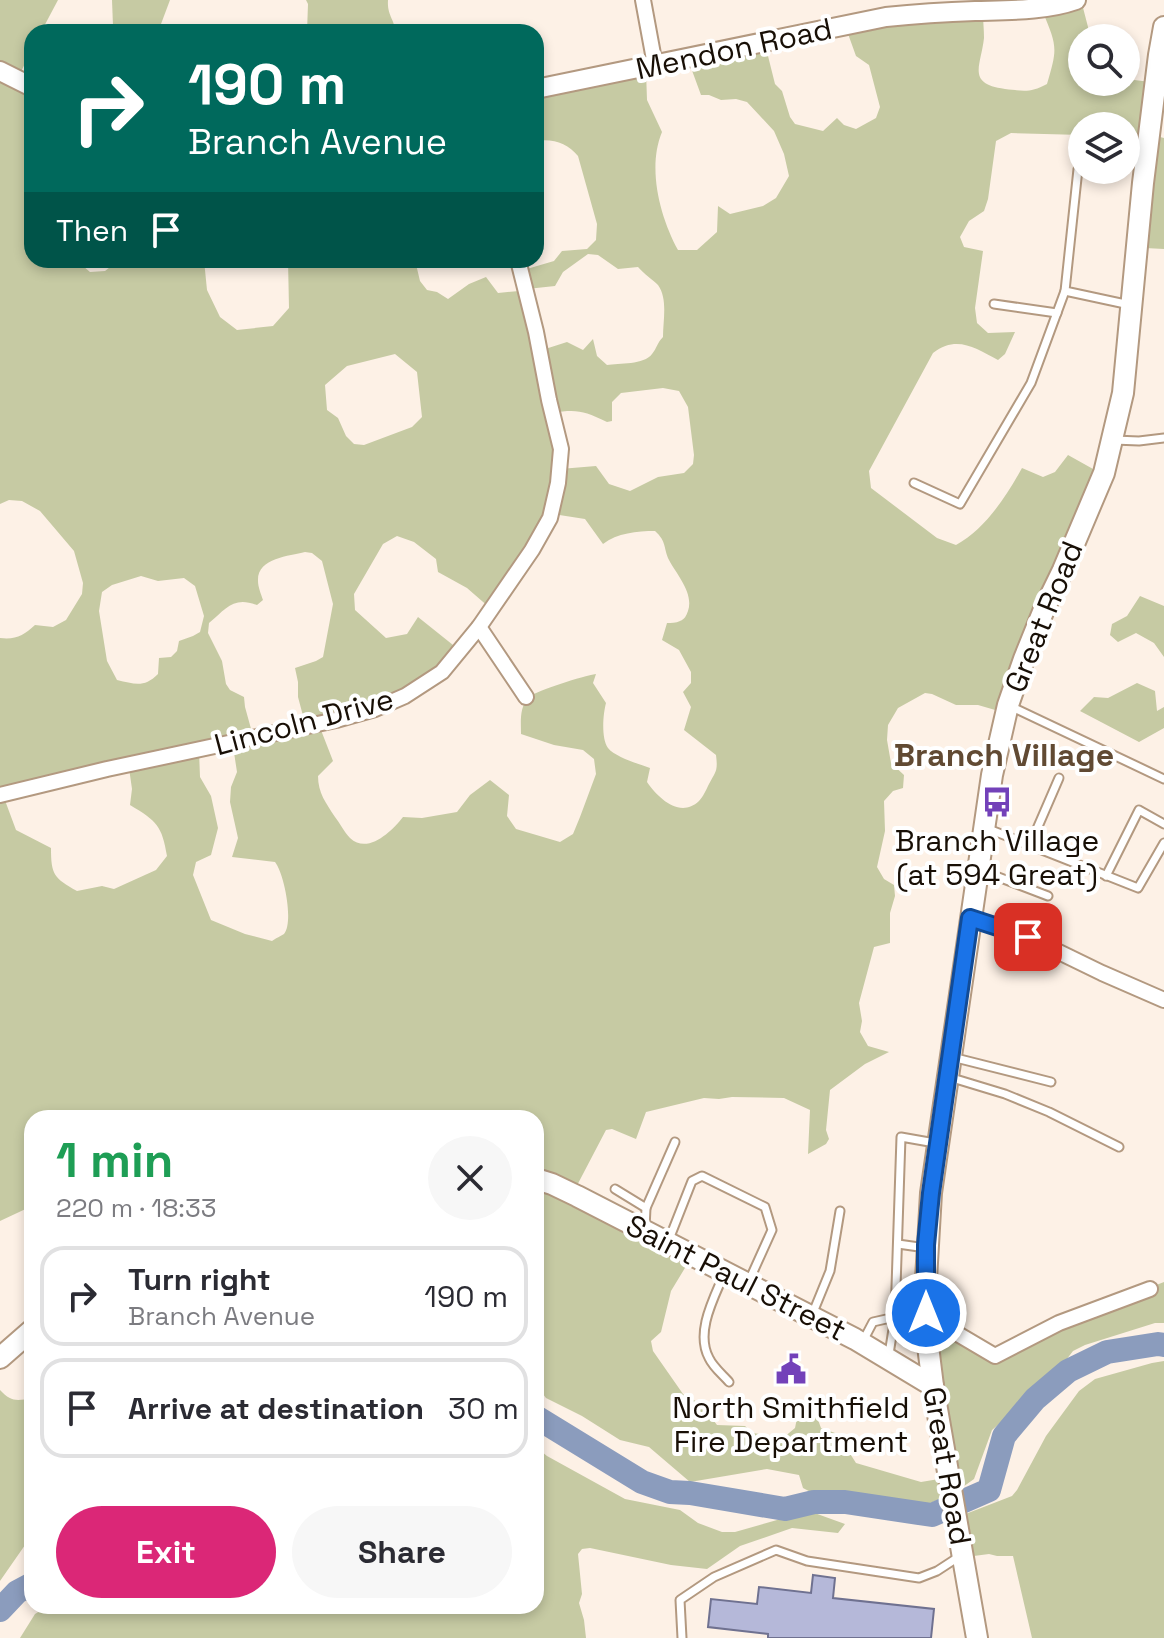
<!DOCTYPE html>
<meta charset="utf-8">
<style>
body{margin:0;font-family:"Space Grotesk",sans-serif;background:#f7f7f7;color:#2b2b33;height:100vh;display:flex;flex-direction:column;font-size:30px;white-space:nowrap}
*{box-sizing:border-box;margin:0}
p{font-size:26px;color:#7c7c81}
.icon{flex:none;width:44px;height:44px;fill:none;stroke:currentColor;stroke-width:2;stroke-linecap:round;stroke-linejoin:round}
.map{position:relative;flex:1;overflow:hidden}
.details{position:absolute;left:24px;top:1110px;width:520px;height:504px;display:flex;flex-direction:column;background:#fff;border-radius:24px;box-shadow:0 4px 12px #0003}
.details>*{flex:none}
.banner{position:absolute;left:24px;top:24px;width:520px;height:244px;border-radius:24px;box-shadow:0 4px 12px #0003;background:#00695c;color:#fff;overflow:hidden}
.buttons{position:absolute;left:1068px;top:24px;display:grid;gap:16px}
.buttons a{display:grid;place-items:center;width:72px;height:72px;border-radius:50%;background:#fff;box-shadow:0 4px 12px #0003;font-size:40px}
.pin{position:absolute;display:grid;place-items:center;width:68px;height:68px;color:#fff;margin:-34px;border-radius:16px;box-shadow:0 4px 12px #0006}
.me{position:absolute;width:88px;margin:-44px;rotate:0deg;stroke-linejoin:round;filter:drop-shadow(0 0 6px #0008)}
.turn{display:flex;align-items:center;gap:28px;height:168px;padding:0 32px;font-size:36px}
.turn .icon{width:104px;height:104px;stroke-width:2.5}
.turn b{display:block;font-size:56px;line-height:68px}
.then{display:flex;align-items:center;height:76px;padding:0 32px;background:#0003;gap:16px;font-size:30px}
.round{display:grid;place-items:center;flex:none;width:84px;height:84px;border-radius:42px;background:#f7f7f7}
.headline{display:flex;align-items:center;justify-content:space-between;height:136px;padding:0 32px}
h1{font-size:48px;font-weight:700;line-height:60px;color:#1e9e55}
.cta{display:flex;gap:16px;margin-top:auto;padding:16px 32px}
.cta a{flex:1;height:92px;border-radius:48px;background:#db2777;color:#fff;font-size:32px;font-weight:700;line-height:92px;text-align:center}
.cta a+a{background:#f7f7f7;color:#2b2b33}
ul{padding:0;list-style:none}
li{display:flex;align-items:center;gap:24px;height:100px;margin:0 16px 12px;padding:0 16px;border:4px solid #e1e1e2;border-radius:24px}
li div{flex:1}
li b{display:block;font-size:30px}
li em{font-style:normal}
.map>svg:first-child{display:block}
</style>
<div class="map">
<svg width="1164" height="1638" viewBox="0 0 1164 1638">
<rect width="100%" height="100%" fill="#fdf1e6"/>
<g fill="#c6caa3" fill-rule="evenodd">
<path d="M0,0H58L41,32H32V49L17,80L32,88V260H76L90,272L105,271L119,260H204L207,290L220,317L237,330L273,326L289,308L288,260H415L420,281L427,290L437,292L448,299L469,284L486,277L498,293L519,291L520,271L554,261L562,251L587,249L596,240L597,224L578,156C568,143 552,138 536,141V89L646,71L647,100L662,132C647,168 660,217 678,250H697L717,232L718,206L730,214L763,206L776,198L789,176L784,154L774,131L747,102L736,99L721,100L709,95H701L690,65L766,48L775,84L782,91L790,117L795,124L823,131L837,118L844,125L856,129L876,118L880,107L869,65L856,56L847,31L983,13C983,21 984,30 984,38C981,66 966,84 1005,89C1024,91 1030,93 1047,84C1058,47 1057,46 1042,10L1081,0L1088,27V38H1082V82H1126V79L1159,83L1156,136L1164,138V249L1145,248L1154,137L1126,131V126H1082V135L1011,133L996,141L988,199L984,211L969,221L960,237L964,247L983,251L975,308L977,323L988,333L1015,332L1005,354L998,360C975,348 957,335 933,353L869,471L871,488L937,538L956,545C985,529 1006,497 1022,468L1043,477L1055,472L1068,455L1102,474L1009,714L978,705H956L932,694L925,693L898,708L888,725L887,740L891,763L904,775L903,788L893,791L884,801L885,831L877,867L884,879L894,885L895,896L890,913V943L874,947L859,1003L862,1021L860,1032L868,1046L889,1052L865,1064L830,1090L826,1130L829,1139L826,1144L808,1154L810,1110L784,1098L732,1097L719,1099L704,1098L646,1112L636,1139L612,1129L606,1130L572,1195L691,1258L671,1291L661,1332L651,1341L653,1351L683,1394L701,1404L717,1425L745,1426L753,1433L783,1438L795,1428L800,1403H808V1412L817,1417L821,1428L849,1438V1452L856,1463L921,1482L951,1477L930,1337L949,1333L992,1355L1079,1315L1164,1282V1323H1155L1085,1345L1073,1351L1053,1377L992,1430L974,1479L953,1494L915,1509L899,1510L858,1501L835,1503L822,1498L803,1488L799,1475L767,1469L690,1482L649,1447L620,1440L582,1416L546,1398L536,1385V1118H32V1206L0,1221V638C16,640 24,635 35,625L53,627L66,620L82,594L83,583L74,551L40,511L22,501L9,500L0,504V83L4,74L0,72ZM588,254L598,255L618,269L638,267C644,274 653,280 658,285C668,299 663,320 663,337C657,343 657,348 652,354C644,365 619,363 607,365L597,356L593,339L583,350L567,342L539,351L527,289L555,286L563,272ZM395,354L417,372L422,417L412,427L364,445L354,444L346,436L338,418L327,410L325,385L347,366ZM663,388L679,391L688,407L694,455L693,464L684,473L658,477L630,491L609,484L596,466L560,469L552,413C578,409 583,411 607,422L612,421V402L621,393ZM553,514L585,519L603,544C617,533 637,531 655,531C667,542 663,547 669,560C677,575 694,593 688,611C686,616 685,619 680,621C676,623 671,623 667,623L662,640L679,650L691,672V683L683,692L691,707L684,730L716,755C718,771 716,771 709,784C706,790 703,797 699,801C680,819 658,798 647,782L650,768C639,764 615,757 608,748C601,738 603,714 606,703L593,683L596,674C583,676 538,690 529,697C519,707 521,722 521,734L554,745L583,750L594,759L596,774L580,817L573,834L560,842L516,829L507,816L509,795L490,780L470,795L457,812L422,818L403,817C392,831 368,855 350,838C344,832 340,823 335,817C326,803 318,793 318,776L333,761L319,725L405,696L458,649L418,617L407,634L386,638L355,610L354,594L383,544L397,536L414,542L436,559L438,572L467,588L490,608ZM305,552L312,553L322,561L333,604L323,657L316,661L295,668L298,682V697L306,727L253,736L245,707L244,697L230,690L226,684L222,661L208,633L209,623C226,609 233,596 257,605L263,600C261,594 258,587 258,581C257,558 289,556 305,552ZM141,576L158,581L184,578L195,586L204,616L200,632L193,636L179,641L177,651L171,657L159,658L158,674C144,688 135,684 117,680L107,661L99,611L102,592L112,585ZM233,746L237,772L231,787L230,802L238,838L232,857L275,862C284,873 294,922 284,934C284,934 273,940 272,941L245,934L211,920L193,875L196,862L211,855L218,828L211,796L200,777L199,751ZM129,768L132,789L130,805C157,821 162,826 167,856L156,870L114,889L102,886L77,891C54,878 51,875 51,848L16,830L3,795Z"/>
<path d="M112,0H170L158,32H126L113,26Z"/>
<path d="M306,0H388C387,15 394,19 396,32H307L308,4Z"/>
<path d="M1140,596L1164,606V657L1154,643L1136,633L1118,642L1110,635L1112,624L1127,616Z"/>
<path d="M1137,683L1155,691L1157,711L1164,707V728L1139,742L1080,711L1094,697L1108,698Z"/>
<path d="M1164,1361V1638H1032L1013,1556H997L989,1554L966,1557L963,1515L1012,1496L1017,1490L1046,1436L1079,1391L1095,1379L1152,1363Z"/>
<path d="M0,1390C11,1402 17,1401 32,1398V1535L0,1581Z"/>
<path d="M536,1447L547,1456L625,1499L680,1510L698,1523L722,1532H735L809,1511L845,1524L838,1533L792,1528L740,1546L707,1569L671,1565L590,1548L582,1549L578,1554L582,1594L579,1603L584,1620L586,1638H20L35,1614L48,1606H536Z"/>
</g>
<g fill="none" stroke-linecap="round" stroke-linejoin="round">
<g stroke="#8b9cbd" stroke-width="24">
<path d="M536,1417L642,1482L670,1492L690,1493L785,1509L814,1502H845L932,1515L989,1490L1004,1436L1035,1399L1068,1371L1107,1352L1158,1344L1164,1345"/>
<path d="M0,1610L17,1592L32,1584"/>
</g>
</g>
<path fill="#b5b8d9" stroke="#6f7190" stroke-width="2" d="M813,1575L835,1578L833,1598L934,1609L931,1638H768V1634L708,1627L711,1599L757,1604L759,1587L811,1593Z"/>
<g fill="none" stroke-linecap="round" stroke-linejoin="round">
<g stroke="#b39980" stroke-width="11">
<g id="service">
<path d="M1078,169L1065,291L1130,305"/>
<path d="M994,304L1057,313"/>
<path d="M1114,440L1139,441L1164,438"/>
<path d="M914,483L960,504L1031,383L1065,291"/>
<path d="M1010,706L1164,779"/>
<path d="M986,828L1138,888L1164,843"/>
<path d="M1030,845L1059,778"/>
<path d="M980,870L1048,896"/>
<path d="M1106,876L1139,810L1164,824"/>
<path d="M952,1057L1051,1082"/>
<path d="M949,1077L1005,1094L1049,1112L1119,1147"/>
<path d="M615,1189L646,1208L645,1228"/>
<path d="M646,1208L675,1142"/>
<path d="M668,1242L692,1181L702,1176L765,1207L772,1230L749,1281"/>
<path d="M898,1244L926,1248"/>
<path d="M724,1274C714,1298 695,1332 709,1358C713,1367 723,1375 729,1382"/>
<path d="M812,1315L830,1271L840,1211"/>
<path d="M863,1341L873,1322L895,1317L901,1137L935,1143"/>
<path d="M889,1354L895,1317"/>
<path d="M682,1638L680,1600L714,1577L776,1550L807,1561L919,1578L937,1571L960,1556"/>
</g>
</g>
<g stroke="#b39980" stroke-width="18">
<g id="minor">
<path d="M643,0L655,65"/>
<path d="M479,627L526,697"/>
<path d="M0,795L107,769L336,720L375,709L405,696L442,672L479,627L532,550L550,518L558,483L561,449L549,400L536,332L518,260"/>
<path d="M970,918L1028,937L1102,973L1164,1000"/>
<path d="M926,1330L956,1333L995,1356L1059,1323L1150,1289"/>
</g>
</g>
<g stroke="#b39980" stroke-width="22">
<g id="tertiary">
<path d="M0,71L32,87"/>
<path d="M536,89L886,17C915,14 945,12 975,11C1007,10 1045,11 1076,0"/>
</g>
</g>
<g stroke="#b39980" stroke-width="24">
<g id="secondary">
<path d="M536,1179L552,1184L577,1196L855,1339L933,1386"/>
<path d="M0,1358L32,1330"/>
<path d="M977,1638L933,1386L926,1330L925,1297L931,1193L992,775L1008,705L1024,659L1045,607L1063,570L1104,473L1123,393L1143,183L1159,55L1164,27"/>
</g>
</g>
<use href="#service" stroke="#fff" stroke-width="7"/>
<use href="#minor" stroke="#fff" stroke-width="14"/>
<use href="#tertiary" stroke="#fff" stroke-width="18"/>
<use href="#secondary" stroke="#fff" stroke-width="20"/>
</g>
<g fill="none" stroke-linecap="round" stroke-linejoin="round">
<g stroke="#114b97" stroke-width="20">
<path id="route" d="M926,1313V1245L931,1193L970,918L1028,937"/>
</g>
<use href="#route" stroke="#1a73e8" stroke-width="14"/>
</g>
<defs>
<g id="bus-bare" transform="scale(2.4)"><path d="M-5-6H5V4H4V6H2V4H-2V6H-4V4H-5ZM-3.5-4V0h7V-4ZM-3.5 1.2v1.5H-2V1.2ZM2 1.2v1.5H3.5V1.2Z" fill="#7341b9" stroke="#fff" stroke-width="2.5" paint-order="stroke"/></g>
<g id="civic-bare" transform="scale(2.4)"><path d="M-.6-6.5H3V-4.5H.6V-3L4-1V1h2V6H-6V1h2V-1L-.6-3ZM-1.2 2.5V6h2.4V2.5Z" fill="#7341b9" stroke="#fff" stroke-width="2.5" paint-order="stroke"/></g>
</defs>
<g fill-rule="evenodd">
<use href="#bus-bare" x="997" y="802"/>
<use href="#civic-bare" x="791" y="1369"/>
</g>
<g text-anchor="middle" stroke-width="8" stroke-linejoin="round" paint-order="stroke">
<g font-size="30" fill="#180f06" stroke="#fff">
<text transform="translate(734 49) rotate(-12)" y="10">Mendon Road</text>
<text transform="translate(1044 617) rotate(-68)" y="10">Great Road</text>
<text transform="translate(304 722) rotate(-15)" y="10">Lincoln Drive</text>
<text transform="translate(736 1278) rotate(27)" y="10">Saint Paul Street</text>
<text transform="translate(947 1466) rotate(80)" y="10">Great Road</text>
</g>
<g font-size="30" fill="#180f06" stroke="#fff">
<text x="997" y="851">Branch Village<tspan x="997" dy="34">(at 594 Great)</tspan></text>
<text x="791" y="1418">North Smithfield<tspan x="791" dy="34">Fire Department</tspan></text>
</g>
<g font-size="32" font-weight="bold" fill="#614a33" stroke="#fff">
<text x="1004" y="766">Branch Village</text>
</g>
</g>
</svg>
<div class="buttons">
<a><svg class="icon" aria-label="search" viewBox="0 0 24 24"><circle cx="10" cy="10" r="6"/><path d="M15 15l6 6"/></svg></a>
<a><svg class="icon" aria-label="layers" viewBox="0 0 24 24"><path d="M12 4l9 5-9 5-9-5zM3 14l9 5 9-5"/></svg></a>
</div>
<div class="pin" style="left:1028px;top:937px;background:#d93025"><svg class="icon" aria-label="arrive" viewBox="0 0 24 24"><path d="M6 21V4h12l-3 4 3 4H6"/></svg></div>
<svg class="me" style="left:926px;top:1313px" viewBox="-20 -20 40 40"><circle r="17" fill="#1a73e8" stroke="#fff" stroke-width="3"/><path d="M0-11L8 9 0 5-8 9z" fill="#fff"/></svg>
<div class="banner">
<div class="turn"><svg class="icon" aria-label="right" viewBox="0 0 24 24"><path d="M7 20v-9h11M14 6l5 5-5 5"/></svg><div><b>190 m</b>Branch Avenue</div></div>
<div class="then">Then<svg class="icon" aria-label="arrive" viewBox="0 0 24 24"><path d="M6 21V4h12l-3 4 3 4H6"/></svg></div>
</div>
<section class="details">
<div class="headline"><div><h1>1 min</h1><p>220 m · 18:33</p></div><a class="round"><svg class="icon" aria-label="close" viewBox="0 0 24 24"><path d="M6 6l12 12M18 6L6 18"/></svg></a></div>
<ul>
<li><svg class="icon" aria-label="right" viewBox="0 0 24 24"><path d="M7 20v-9h11M14 6l5 5-5 5"/></svg><div><b>Turn right</b><p>Branch Avenue</p></div><em>190 m</em></li>
<li><svg class="icon" aria-label="arrive" viewBox="0 0 24 24"><path d="M6 21V4h12l-3 4 3 4H6"/></svg><div><b>Arrive at destination</b></div><em>30 m</em></li>
</ul>
<div class="cta"><a>Exit</a><a>Share</a></div>
</section>
</div>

#### [PROBLEM DESCRIPTION]
Consider the entries above and return each line with the string "style".

#### [EXERCISE RESULT]
<style>
ul{padding:0;list-style:none}
li em{font-style:normal}
</style>
<div class="pin" style="left:1028px;top:937px;background:#d93025"><svg class="icon" aria-label="arrive" viewBox="0 0 24 24"><path d="M6 21V4h12l-3 4 3 4H6"/></svg></div>
<svg class="me" style="left:926px;top:1313px" viewBox="-20 -20 40 40"><circle r="17" fill="#1a73e8" stroke="#fff" stroke-width="3"/><path d="M0-11L8 9 0 5-8 9z" fill="#fff"/></svg>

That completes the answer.